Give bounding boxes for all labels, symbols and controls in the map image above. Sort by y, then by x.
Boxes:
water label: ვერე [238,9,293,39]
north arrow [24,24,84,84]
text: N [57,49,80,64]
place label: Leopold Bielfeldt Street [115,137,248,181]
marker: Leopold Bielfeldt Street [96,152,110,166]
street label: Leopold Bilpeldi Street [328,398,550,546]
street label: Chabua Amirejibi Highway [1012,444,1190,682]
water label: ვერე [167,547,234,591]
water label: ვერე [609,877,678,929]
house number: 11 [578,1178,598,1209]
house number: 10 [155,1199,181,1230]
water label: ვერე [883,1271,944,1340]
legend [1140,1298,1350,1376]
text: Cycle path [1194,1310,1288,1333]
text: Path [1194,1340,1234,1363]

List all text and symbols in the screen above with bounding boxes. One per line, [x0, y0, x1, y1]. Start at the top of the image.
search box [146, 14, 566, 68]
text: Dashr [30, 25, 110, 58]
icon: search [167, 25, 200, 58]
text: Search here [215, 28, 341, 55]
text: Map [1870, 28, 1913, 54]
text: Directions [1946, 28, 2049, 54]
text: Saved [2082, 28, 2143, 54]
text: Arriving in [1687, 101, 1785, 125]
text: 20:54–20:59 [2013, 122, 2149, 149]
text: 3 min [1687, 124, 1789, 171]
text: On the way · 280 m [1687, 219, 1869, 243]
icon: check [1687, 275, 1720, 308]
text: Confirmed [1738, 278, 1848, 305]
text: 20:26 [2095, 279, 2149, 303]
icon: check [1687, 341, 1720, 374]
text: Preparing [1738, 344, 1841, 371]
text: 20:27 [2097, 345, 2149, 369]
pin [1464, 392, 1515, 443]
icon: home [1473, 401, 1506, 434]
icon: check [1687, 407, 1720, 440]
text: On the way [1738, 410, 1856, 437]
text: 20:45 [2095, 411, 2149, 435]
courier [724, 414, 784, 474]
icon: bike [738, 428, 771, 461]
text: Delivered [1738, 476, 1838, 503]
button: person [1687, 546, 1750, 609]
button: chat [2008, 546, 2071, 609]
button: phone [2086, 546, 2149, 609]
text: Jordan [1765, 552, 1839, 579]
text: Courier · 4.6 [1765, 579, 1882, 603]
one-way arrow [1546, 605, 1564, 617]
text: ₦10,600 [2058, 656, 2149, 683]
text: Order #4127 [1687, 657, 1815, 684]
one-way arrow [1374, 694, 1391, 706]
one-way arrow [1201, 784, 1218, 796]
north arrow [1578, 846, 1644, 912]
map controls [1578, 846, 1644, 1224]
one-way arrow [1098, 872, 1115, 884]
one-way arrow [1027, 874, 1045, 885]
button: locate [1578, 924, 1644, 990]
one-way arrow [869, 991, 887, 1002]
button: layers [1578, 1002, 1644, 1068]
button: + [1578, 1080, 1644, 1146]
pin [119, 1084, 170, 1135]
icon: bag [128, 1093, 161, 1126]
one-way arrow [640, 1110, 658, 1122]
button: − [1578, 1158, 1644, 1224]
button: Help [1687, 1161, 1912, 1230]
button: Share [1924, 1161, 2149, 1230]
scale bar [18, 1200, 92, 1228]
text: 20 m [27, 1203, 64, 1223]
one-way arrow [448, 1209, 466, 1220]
★ ★ ★ ★ ★
> **Prompt**: Repeat the records above exactly, leaving none out.

> **Answer to this problem**:
Give bounding boxes for all labels, symbols and controls in the map image above. Sort by y, then by x.
Boxes:
water label: ვერე [238,9,293,39]
north arrow [24,24,84,84]
text: N [57,49,80,64]
place label: Leopold Bielfeldt Street [115,137,248,181]
marker: Leopold Bielfeldt Street [96,152,110,166]
street label: Leopold Bilpeldi Street [328,398,550,546]
street label: Chabua Amirejibi Highway [1012,444,1190,682]
water label: ვერე [167,547,234,591]
water label: ვერე [609,877,678,929]
house number: 11 [578,1178,598,1209]
house number: 10 [155,1199,181,1230]
water label: ვერე [883,1271,944,1340]
legend [1140,1298,1350,1376]
text: Cycle path [1194,1310,1288,1333]
text: Path [1194,1340,1234,1363]

List all text and symbols in the screen above with bounding boxes. One per line, [x0, y0, x1, y1]. Start at the top of the image.
search box [146, 14, 566, 68]
text: Dashr [30, 25, 110, 58]
icon: search [167, 25, 200, 58]
text: Search here [215, 28, 341, 55]
text: Map [1870, 28, 1913, 54]
text: Directions [1946, 28, 2049, 54]
text: Saved [2082, 28, 2143, 54]
text: Arriving in [1687, 101, 1785, 125]
text: 20:54–20:59 [2013, 122, 2149, 149]
text: 3 min [1687, 124, 1789, 171]
text: On the way · 280 m [1687, 219, 1869, 243]
icon: check [1687, 275, 1720, 308]
text: Confirmed [1738, 278, 1848, 305]
text: 20:26 [2095, 279, 2149, 303]
icon: check [1687, 341, 1720, 374]
text: Preparing [1738, 344, 1841, 371]
text: 20:27 [2097, 345, 2149, 369]
pin [1464, 392, 1515, 443]
icon: home [1473, 401, 1506, 434]
icon: check [1687, 407, 1720, 440]
text: On the way [1738, 410, 1856, 437]
text: 20:45 [2095, 411, 2149, 435]
courier [724, 414, 784, 474]
icon: bike [738, 428, 771, 461]
text: Delivered [1738, 476, 1838, 503]
button: person [1687, 546, 1750, 609]
button: chat [2008, 546, 2071, 609]
button: phone [2086, 546, 2149, 609]
text: Jordan [1765, 552, 1839, 579]
text: Courier · 4.6 [1765, 579, 1882, 603]
one-way arrow [1546, 605, 1564, 617]
text: ₦10,600 [2058, 656, 2149, 683]
text: Order #4127 [1687, 657, 1815, 684]
one-way arrow [1374, 694, 1391, 706]
one-way arrow [1201, 784, 1218, 796]
north arrow [1578, 846, 1644, 912]
map controls [1578, 846, 1644, 1224]
one-way arrow [1098, 872, 1115, 884]
one-way arrow [1027, 874, 1045, 885]
button: locate [1578, 924, 1644, 990]
one-way arrow [869, 991, 887, 1002]
button: layers [1578, 1002, 1644, 1068]
button: + [1578, 1080, 1644, 1146]
pin [119, 1084, 170, 1135]
icon: bag [128, 1093, 161, 1126]
one-way arrow [640, 1110, 658, 1122]
button: − [1578, 1158, 1644, 1224]
button: Help [1687, 1161, 1912, 1230]
button: Share [1924, 1161, 2149, 1230]
scale bar [18, 1200, 92, 1228]
text: 20 m [27, 1203, 64, 1223]
one-way arrow [448, 1209, 466, 1220]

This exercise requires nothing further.